(Dataset extract Opens)

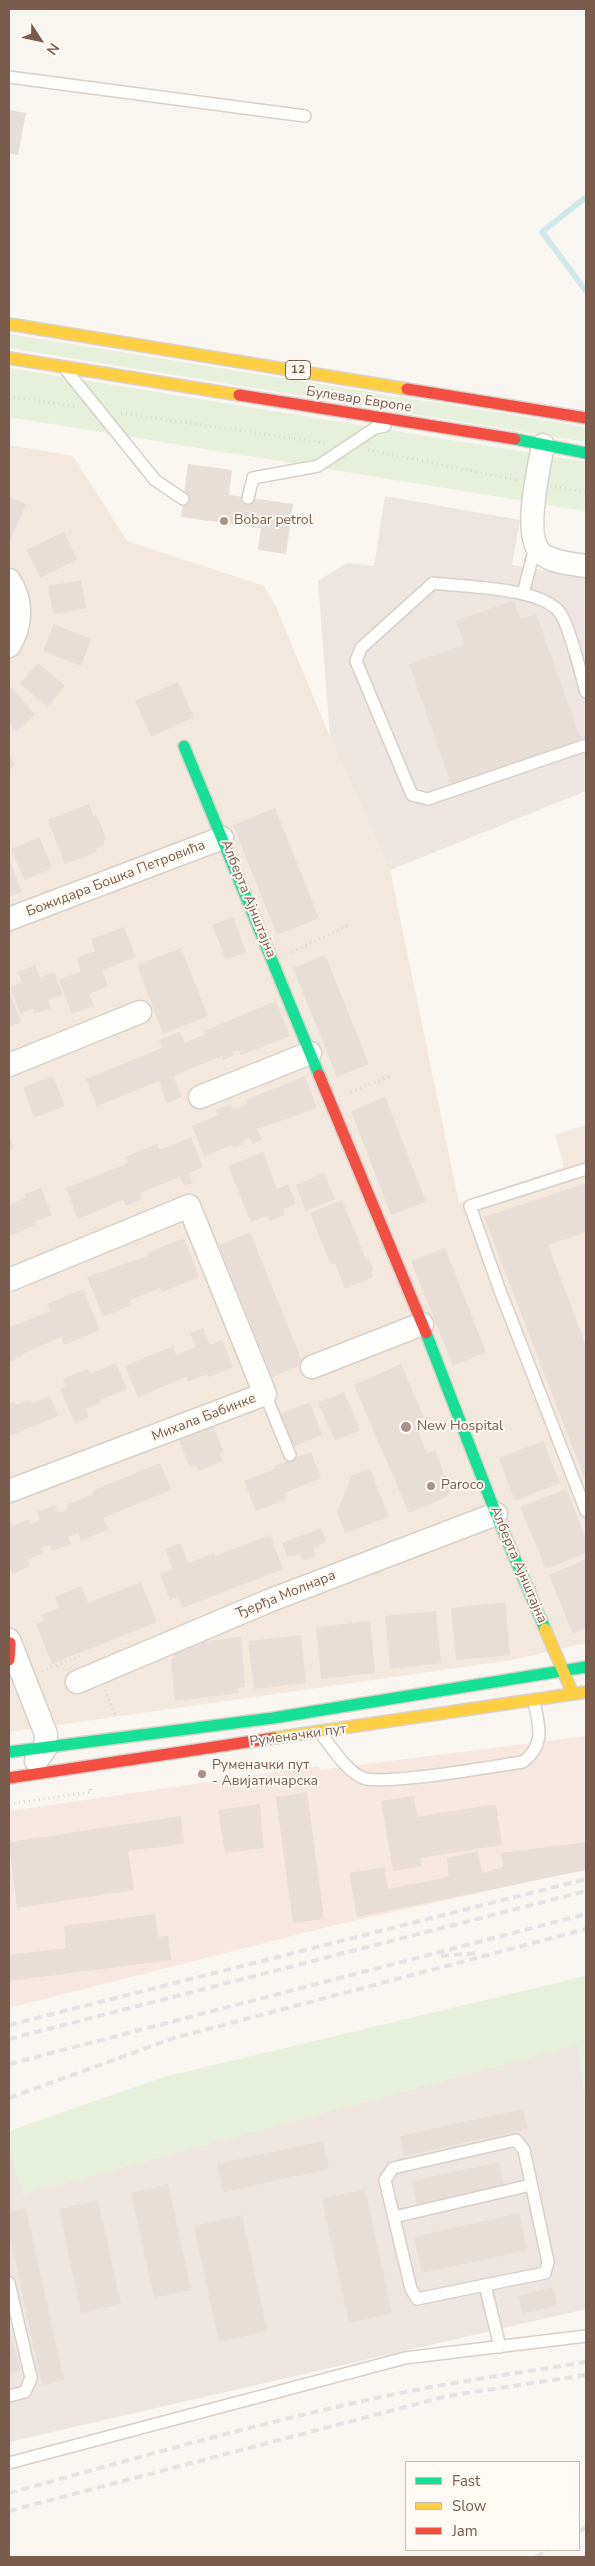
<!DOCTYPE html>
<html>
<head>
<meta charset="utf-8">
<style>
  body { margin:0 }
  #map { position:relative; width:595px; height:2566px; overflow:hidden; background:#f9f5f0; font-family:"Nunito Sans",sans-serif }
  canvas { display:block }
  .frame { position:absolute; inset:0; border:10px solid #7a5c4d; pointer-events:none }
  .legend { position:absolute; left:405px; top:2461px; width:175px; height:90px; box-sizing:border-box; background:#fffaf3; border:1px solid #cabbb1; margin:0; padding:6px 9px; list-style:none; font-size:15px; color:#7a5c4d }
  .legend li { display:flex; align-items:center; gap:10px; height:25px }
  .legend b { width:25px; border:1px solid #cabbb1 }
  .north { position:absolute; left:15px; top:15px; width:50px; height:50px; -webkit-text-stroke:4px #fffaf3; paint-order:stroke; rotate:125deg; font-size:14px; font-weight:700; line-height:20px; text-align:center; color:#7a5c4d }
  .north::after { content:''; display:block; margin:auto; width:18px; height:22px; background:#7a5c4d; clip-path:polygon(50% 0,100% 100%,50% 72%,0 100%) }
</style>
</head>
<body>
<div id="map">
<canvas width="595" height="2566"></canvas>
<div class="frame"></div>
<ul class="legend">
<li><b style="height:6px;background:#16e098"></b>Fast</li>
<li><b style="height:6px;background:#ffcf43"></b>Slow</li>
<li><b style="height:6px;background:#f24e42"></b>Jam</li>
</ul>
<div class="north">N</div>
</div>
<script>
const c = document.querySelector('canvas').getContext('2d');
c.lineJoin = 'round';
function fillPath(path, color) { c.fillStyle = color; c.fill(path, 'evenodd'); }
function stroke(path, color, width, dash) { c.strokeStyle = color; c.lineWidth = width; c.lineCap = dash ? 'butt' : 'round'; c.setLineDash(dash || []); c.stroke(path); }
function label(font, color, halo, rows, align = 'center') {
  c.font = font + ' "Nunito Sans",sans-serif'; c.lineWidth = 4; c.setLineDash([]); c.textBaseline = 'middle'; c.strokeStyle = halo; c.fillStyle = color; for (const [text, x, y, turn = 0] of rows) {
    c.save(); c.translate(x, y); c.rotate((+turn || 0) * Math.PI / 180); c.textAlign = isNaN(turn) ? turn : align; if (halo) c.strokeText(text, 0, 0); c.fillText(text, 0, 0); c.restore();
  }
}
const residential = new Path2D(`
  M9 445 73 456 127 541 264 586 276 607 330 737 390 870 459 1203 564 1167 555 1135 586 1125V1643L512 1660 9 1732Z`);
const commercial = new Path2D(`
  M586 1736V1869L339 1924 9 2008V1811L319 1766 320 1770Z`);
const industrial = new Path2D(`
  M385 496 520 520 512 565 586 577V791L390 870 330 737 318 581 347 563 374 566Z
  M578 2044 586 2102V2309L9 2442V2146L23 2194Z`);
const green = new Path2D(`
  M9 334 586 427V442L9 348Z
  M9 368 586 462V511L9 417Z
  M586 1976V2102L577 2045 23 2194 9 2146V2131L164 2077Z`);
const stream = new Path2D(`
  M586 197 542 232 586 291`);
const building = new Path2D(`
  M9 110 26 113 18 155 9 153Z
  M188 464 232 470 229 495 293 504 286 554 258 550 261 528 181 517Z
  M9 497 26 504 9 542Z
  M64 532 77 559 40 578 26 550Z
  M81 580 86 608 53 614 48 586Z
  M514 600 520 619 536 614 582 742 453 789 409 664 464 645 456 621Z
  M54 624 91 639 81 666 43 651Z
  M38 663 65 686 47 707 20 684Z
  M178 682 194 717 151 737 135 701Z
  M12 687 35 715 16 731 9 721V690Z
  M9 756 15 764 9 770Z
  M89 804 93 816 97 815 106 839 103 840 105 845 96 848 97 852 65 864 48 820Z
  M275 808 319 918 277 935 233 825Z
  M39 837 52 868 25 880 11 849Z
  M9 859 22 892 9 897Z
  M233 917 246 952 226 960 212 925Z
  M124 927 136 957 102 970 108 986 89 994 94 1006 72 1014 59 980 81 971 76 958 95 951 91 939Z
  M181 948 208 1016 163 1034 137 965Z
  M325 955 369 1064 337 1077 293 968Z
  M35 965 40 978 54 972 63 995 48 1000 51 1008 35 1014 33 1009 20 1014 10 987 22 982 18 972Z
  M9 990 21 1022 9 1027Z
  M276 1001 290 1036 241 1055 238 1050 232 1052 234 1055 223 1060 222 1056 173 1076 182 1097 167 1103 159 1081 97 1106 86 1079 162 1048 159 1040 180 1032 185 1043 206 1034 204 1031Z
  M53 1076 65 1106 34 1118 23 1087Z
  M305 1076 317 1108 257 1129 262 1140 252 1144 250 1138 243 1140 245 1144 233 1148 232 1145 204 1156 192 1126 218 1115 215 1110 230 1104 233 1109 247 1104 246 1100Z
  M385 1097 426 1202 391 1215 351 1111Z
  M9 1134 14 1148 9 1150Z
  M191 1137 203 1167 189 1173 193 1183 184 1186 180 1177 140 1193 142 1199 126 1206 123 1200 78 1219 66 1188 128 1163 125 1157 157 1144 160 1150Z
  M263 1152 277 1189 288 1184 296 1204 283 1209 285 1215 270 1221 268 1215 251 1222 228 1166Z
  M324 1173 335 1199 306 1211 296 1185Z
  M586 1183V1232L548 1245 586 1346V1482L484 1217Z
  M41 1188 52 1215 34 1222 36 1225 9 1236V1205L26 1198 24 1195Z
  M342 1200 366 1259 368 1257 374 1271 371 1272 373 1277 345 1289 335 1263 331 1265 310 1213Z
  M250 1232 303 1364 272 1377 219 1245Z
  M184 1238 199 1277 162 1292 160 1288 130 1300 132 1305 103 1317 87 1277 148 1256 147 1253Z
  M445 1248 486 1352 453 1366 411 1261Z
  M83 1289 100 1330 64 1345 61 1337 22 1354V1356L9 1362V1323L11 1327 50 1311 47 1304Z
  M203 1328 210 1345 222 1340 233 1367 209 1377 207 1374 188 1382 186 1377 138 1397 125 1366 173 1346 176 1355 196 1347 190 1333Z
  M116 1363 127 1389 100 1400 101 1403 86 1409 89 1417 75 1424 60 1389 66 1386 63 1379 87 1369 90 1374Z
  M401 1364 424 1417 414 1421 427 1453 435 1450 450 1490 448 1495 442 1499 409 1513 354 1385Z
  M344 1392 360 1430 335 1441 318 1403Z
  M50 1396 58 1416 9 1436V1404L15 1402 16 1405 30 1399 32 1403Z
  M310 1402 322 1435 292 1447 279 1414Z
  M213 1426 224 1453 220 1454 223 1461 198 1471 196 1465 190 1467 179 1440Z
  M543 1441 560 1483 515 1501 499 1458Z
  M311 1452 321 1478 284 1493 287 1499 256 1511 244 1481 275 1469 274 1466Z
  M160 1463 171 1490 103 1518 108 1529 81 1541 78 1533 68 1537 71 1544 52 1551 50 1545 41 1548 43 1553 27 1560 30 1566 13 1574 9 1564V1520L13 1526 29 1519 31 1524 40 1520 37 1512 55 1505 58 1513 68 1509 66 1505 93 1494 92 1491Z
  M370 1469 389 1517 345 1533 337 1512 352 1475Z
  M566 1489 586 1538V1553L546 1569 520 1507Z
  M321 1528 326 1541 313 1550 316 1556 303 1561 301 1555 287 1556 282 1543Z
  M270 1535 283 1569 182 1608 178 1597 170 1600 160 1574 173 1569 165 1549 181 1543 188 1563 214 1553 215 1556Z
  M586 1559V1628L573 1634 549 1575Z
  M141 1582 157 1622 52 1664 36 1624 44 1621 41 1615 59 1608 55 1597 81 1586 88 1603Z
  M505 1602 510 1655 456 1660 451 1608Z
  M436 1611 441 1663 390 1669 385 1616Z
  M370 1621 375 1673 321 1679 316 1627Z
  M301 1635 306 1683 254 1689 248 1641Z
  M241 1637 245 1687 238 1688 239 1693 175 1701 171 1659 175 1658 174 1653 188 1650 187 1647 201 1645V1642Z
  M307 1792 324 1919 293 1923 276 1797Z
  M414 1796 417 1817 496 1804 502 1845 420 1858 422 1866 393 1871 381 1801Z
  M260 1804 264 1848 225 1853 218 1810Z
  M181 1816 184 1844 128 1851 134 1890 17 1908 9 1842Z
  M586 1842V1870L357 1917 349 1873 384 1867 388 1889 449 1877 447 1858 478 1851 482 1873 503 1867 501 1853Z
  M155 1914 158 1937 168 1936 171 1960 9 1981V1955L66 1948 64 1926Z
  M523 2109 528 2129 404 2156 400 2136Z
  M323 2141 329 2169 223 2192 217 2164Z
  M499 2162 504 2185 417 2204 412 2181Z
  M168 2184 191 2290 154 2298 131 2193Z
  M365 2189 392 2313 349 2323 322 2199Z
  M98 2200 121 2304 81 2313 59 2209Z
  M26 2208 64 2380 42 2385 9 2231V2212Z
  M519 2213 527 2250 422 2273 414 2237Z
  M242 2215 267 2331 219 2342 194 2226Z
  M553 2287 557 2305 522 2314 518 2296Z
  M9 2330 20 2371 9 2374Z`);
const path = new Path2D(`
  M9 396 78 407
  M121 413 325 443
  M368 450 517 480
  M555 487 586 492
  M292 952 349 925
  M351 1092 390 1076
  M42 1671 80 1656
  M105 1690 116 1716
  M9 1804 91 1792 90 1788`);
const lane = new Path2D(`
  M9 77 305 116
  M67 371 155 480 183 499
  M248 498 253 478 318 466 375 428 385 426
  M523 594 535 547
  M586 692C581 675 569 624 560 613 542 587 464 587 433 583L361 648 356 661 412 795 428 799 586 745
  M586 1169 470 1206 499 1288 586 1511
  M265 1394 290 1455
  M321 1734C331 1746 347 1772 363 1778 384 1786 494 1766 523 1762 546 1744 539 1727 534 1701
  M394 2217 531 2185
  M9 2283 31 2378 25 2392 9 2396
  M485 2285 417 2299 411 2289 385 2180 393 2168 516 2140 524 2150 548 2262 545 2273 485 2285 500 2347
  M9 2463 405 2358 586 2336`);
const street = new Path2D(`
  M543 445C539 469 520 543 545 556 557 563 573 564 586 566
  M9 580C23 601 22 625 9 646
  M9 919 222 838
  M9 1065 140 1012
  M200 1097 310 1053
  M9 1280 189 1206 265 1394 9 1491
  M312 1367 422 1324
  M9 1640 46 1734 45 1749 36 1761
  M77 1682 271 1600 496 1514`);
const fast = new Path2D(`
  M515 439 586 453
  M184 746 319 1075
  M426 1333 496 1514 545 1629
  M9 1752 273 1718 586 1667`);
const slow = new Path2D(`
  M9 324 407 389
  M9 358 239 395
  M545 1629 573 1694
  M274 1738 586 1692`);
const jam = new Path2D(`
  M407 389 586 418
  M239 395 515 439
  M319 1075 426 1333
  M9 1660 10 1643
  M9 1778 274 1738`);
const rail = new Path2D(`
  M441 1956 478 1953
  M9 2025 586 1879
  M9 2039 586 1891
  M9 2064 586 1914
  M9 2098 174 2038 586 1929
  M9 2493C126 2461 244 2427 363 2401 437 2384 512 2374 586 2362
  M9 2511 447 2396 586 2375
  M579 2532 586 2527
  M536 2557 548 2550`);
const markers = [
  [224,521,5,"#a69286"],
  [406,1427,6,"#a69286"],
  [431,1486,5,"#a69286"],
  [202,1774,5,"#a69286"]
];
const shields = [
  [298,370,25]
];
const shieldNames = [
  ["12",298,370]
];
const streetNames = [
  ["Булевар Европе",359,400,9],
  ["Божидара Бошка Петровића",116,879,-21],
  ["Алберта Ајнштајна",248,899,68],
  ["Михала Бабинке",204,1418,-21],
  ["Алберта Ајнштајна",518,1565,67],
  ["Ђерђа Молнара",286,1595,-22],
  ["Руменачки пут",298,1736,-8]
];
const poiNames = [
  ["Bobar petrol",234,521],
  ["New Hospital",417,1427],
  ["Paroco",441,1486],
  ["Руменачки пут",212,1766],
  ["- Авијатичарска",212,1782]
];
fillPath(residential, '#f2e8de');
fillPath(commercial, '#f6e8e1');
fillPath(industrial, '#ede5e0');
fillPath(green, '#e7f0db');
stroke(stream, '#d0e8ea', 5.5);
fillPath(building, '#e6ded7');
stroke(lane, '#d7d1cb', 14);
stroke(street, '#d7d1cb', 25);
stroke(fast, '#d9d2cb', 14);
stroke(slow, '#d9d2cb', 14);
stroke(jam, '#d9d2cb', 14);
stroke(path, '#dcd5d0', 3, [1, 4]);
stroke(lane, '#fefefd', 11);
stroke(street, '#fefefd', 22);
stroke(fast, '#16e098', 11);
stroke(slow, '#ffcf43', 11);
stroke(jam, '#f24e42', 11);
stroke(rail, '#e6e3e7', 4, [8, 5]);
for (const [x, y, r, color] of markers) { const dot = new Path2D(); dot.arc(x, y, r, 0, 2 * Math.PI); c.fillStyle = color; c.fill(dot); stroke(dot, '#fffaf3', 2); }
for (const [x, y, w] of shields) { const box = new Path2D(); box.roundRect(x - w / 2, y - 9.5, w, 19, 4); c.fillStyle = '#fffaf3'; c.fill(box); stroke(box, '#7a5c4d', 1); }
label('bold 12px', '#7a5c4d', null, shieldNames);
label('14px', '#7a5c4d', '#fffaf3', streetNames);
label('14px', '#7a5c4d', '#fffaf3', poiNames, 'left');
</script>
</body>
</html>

(Dataset extract Closes)

◆ **What is required**: Look through the data above for the word "turn". Report each line where it occurs.

◆ **Answer box**:
  c.font = font + ' "Nunito Sans",sans-serif'; c.lineWidth = 4; c.setLineDash([]); c.textBaseline = 'middle'; c.strokeStyle = halo; c.fillStyle = color; for (const [text, x, y, turn = 0] of rows) {
    c.save(); c.translate(x, y); c.rotate((+turn || 0) * Math.PI / 180); c.textAlign = isNaN(turn) ? turn : align; if (halo) c.strokeText(text, 0, 0); c.fillText(text, 0, 0); c.restore();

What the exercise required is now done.